Great start! Heck; this is even contributable as-is... say maybe with some additonal usages of this nifty constructor.
@epugh in the CLI (or anywhere you know of) can this be used? From my experience, this is useful for clients creating CloudSolrClient in a generic way with respect to where the state comes from.
| * <p>The parser automatically detects the mode based on the presence of a scheme: | ||
| * | ||
| * <ul> | ||
| * <li>If any part starts with {@code http://} or {@code https://}, the entire string is | ||
| * treated as a list of HTTP(S) URLs. | ||
| * <li>Otherwise, it treated as a ZooKeeper connection string (with optional chroot) | ||
| * </ul> | ||
| * | ||
| * <p><b>Important:</b> Mixed schemes (e.g. zk hosts + HTTP URLs) are not allowed and will | ||
| * result in an error when building the client. | ||
| * | ||
| * <p>Usage examples: | ||
| * | ||
| * <pre>{@code | ||
| * // ZooKeeper with chroot | ||
| * new CloudSolrClient.Builder("zk1:2181,zk2:2181,zk3:2181/solr"); | ||
| * | ||
| * // ZooKeeper without chroot | ||
| * new CloudSolrClient.Builder("zk1:2181,zk2:2181,zk3:2181"); | ||
| * | ||
| * // Direct HTTPS connections | ||
| * new CloudSolrClient.Builder("https://solr1:8983/solr,https://solr2:8983/solr"); | ||
| * }</pre> | ||
| * |
There was a problem hiding this comment.
I would drop all this honestly
| * @param connectionString a string specifying either ZooKeeper connection string or HTTP(S) | ||
| * Solr URLs | ||
| * @throws IllegalArgumentException if string is null, empty, or malformed | ||
| * @see CloudClientConnectionString#parse(String) for parsing logic |
There was a problem hiding this comment.
no; that class seems should be a private detail, not a public API
| public Builder(String connectionString) { | ||
| CloudClientConnectionString connStr = CloudClientConnectionString.parse(connectionString); | ||
| if (connStr.isZk()) { | ||
| this.zkHosts = List.copyOf(connStr.getQuorumItems()); |
There was a problem hiding this comment.
no point in copying... the result of parsing isn't shared / at-risk of shared use
| import java.util.Objects; | ||
|
|
||
| /** Universal connection string parser logic. */ | ||
| public final class CloudClientConnectionString { |
There was a problem hiding this comment.
Are you familiar with Java records?
There was a problem hiding this comment.
Indeed, the record is more suitable
| throw new IllegalArgumentException("Connection string must not be null or empty"); | ||
| } | ||
| connectionString = connectionString.trim(); | ||
| List<String> parts = |
There was a problem hiding this comment.
IMO the very first thing after trimming to do is see if "://" is found and bifercate 2 different parse methods based on that. Very simple. The ZK side would then, first thing, extract off the trailing chroot, if present, before doing comma splitting.

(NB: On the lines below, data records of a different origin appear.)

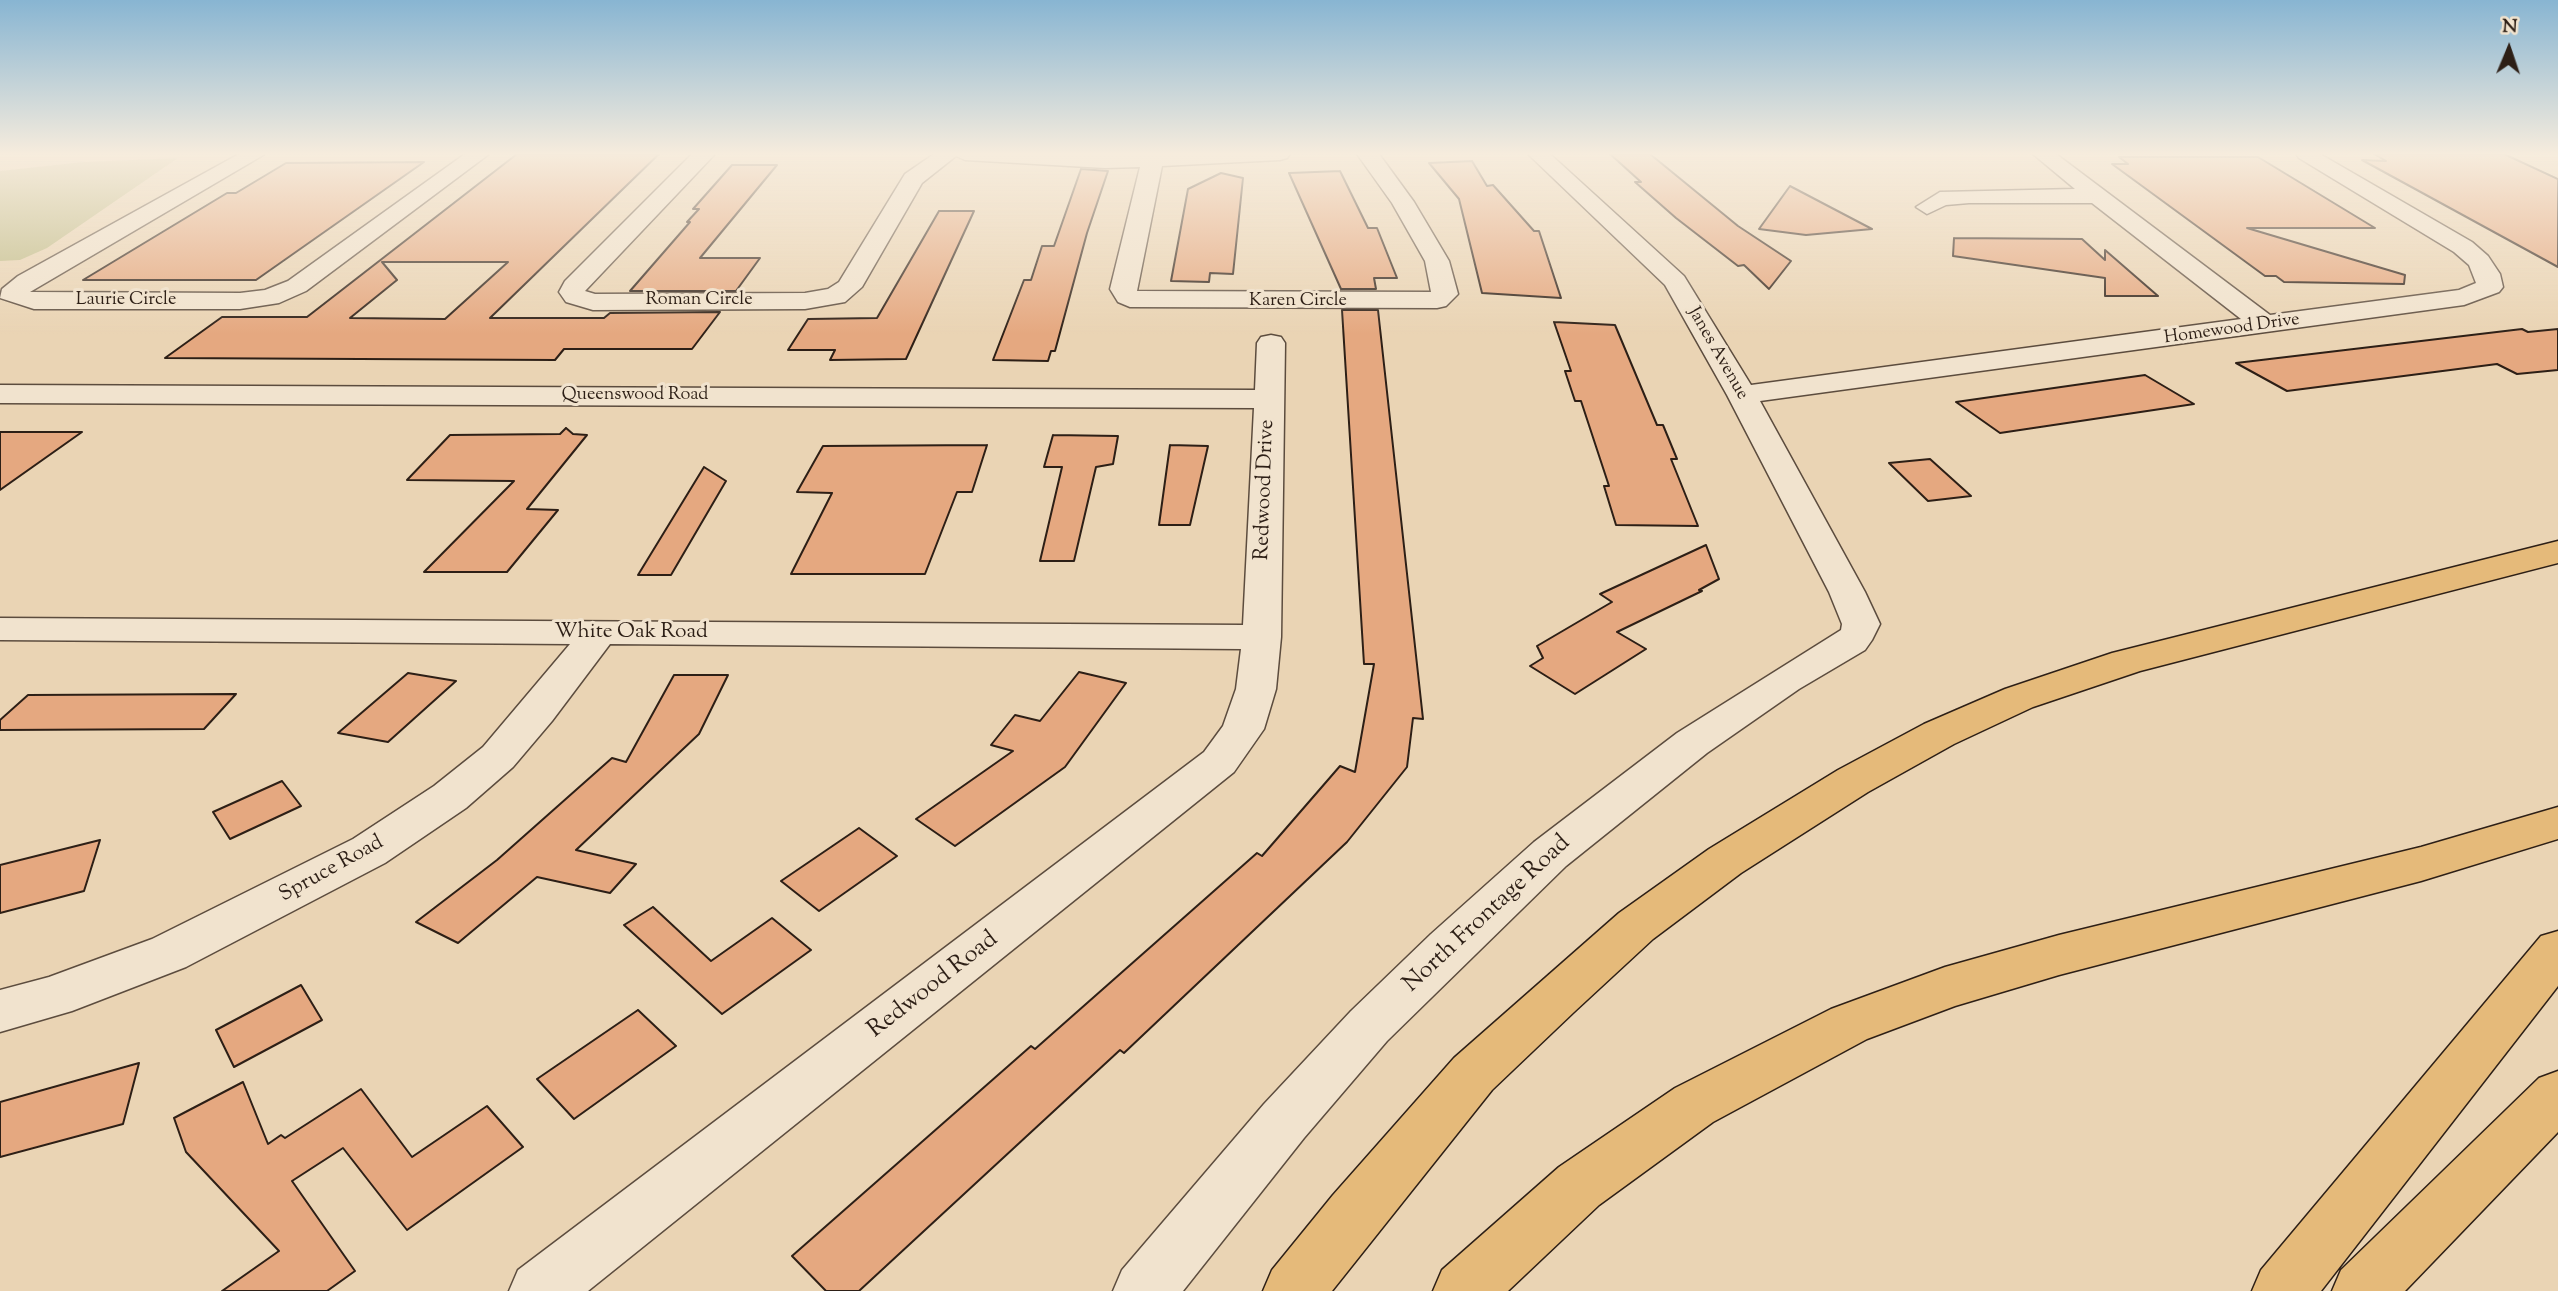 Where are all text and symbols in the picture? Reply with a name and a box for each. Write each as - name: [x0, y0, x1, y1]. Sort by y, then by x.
- north arrow: [2474, 14, 2544, 84]
- text: N: [2502, 14, 2518, 41]
- street label: Laurie Circle: [76, 290, 176, 312]
- street label: Roman Circle: [645, 290, 753, 312]
- street label: Karen Circle: [1249, 291, 1347, 313]
- street label: Janes Avenue: [1682, 304, 1752, 404]
- street label: Homewood Drive: [2163, 310, 2301, 350]
- street label: Queenswood Road: [561, 385, 709, 407]
- street label: Redwood Drive: [1251, 419, 1281, 561]
- street label: White Oak Road: [554, 620, 708, 646]
- street label: North Frontage Road: [1398, 830, 1578, 1000]
- street label: Spruce Road: [276, 831, 388, 909]
- street label: Redwood Road: [863, 926, 1005, 1046]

Just trying to suggest something simple.
There was a problem hiding this comment.
Yes, it really is easier this way
| Arrays.stream(connectionString.split(",")) | ||
| .map(String::trim) | ||
| .filter(s -> !s.isEmpty()) | ||
| .toList(); |
There was a problem hiding this comment.
instead use org.apache.solr.common.util.StrUtils#split
There was a problem hiding this comment.
I did it, but some tests failed because StrUtils#split doesn't trim spaces - I added trim() via Java stream api
| if (parts.isEmpty()) { | ||
| throw new IllegalArgumentException( | ||
| "No valid hosts/urls found in connection string: " + connectionString); | ||
| } |
There was a problem hiding this comment.
can instead be in the constructor of the connection string
solr/solrj/src/java/org/apache/solr/client/solrj/impl/CloudClientConnectionString.java
Show resolved
Hide resolved
| CloudClientConnectionString cloudClientConnectionString = | ||
| CloudClientConnectionString.parse(connectionString); | ||
| if (cloudClientConnectionString.isZk()) { | ||
| String zkHostNoChroot = connectionString.split("/")[0]; |
There was a problem hiding this comment.
the chroot should be a field of cloudClientConnectionString
There was a problem hiding this comment.
This is no chroot - is zkHosts joined via comma.
I can replace it by
String zkHostNoChroot = connectionString.substring(0,connectionString.length()-cloudClientConnectionString.zkChroot().length());
Or
String zkHostNoChroot = connectionString.substring(0, connectionString.length() - cloudClientConnectionString.zkChroot().length());
But IMO, currently implementation seems more pretty
There was a problem hiding this comment.
cloudClientConnectionString should contain the chroot if there is one. And you just parsed it.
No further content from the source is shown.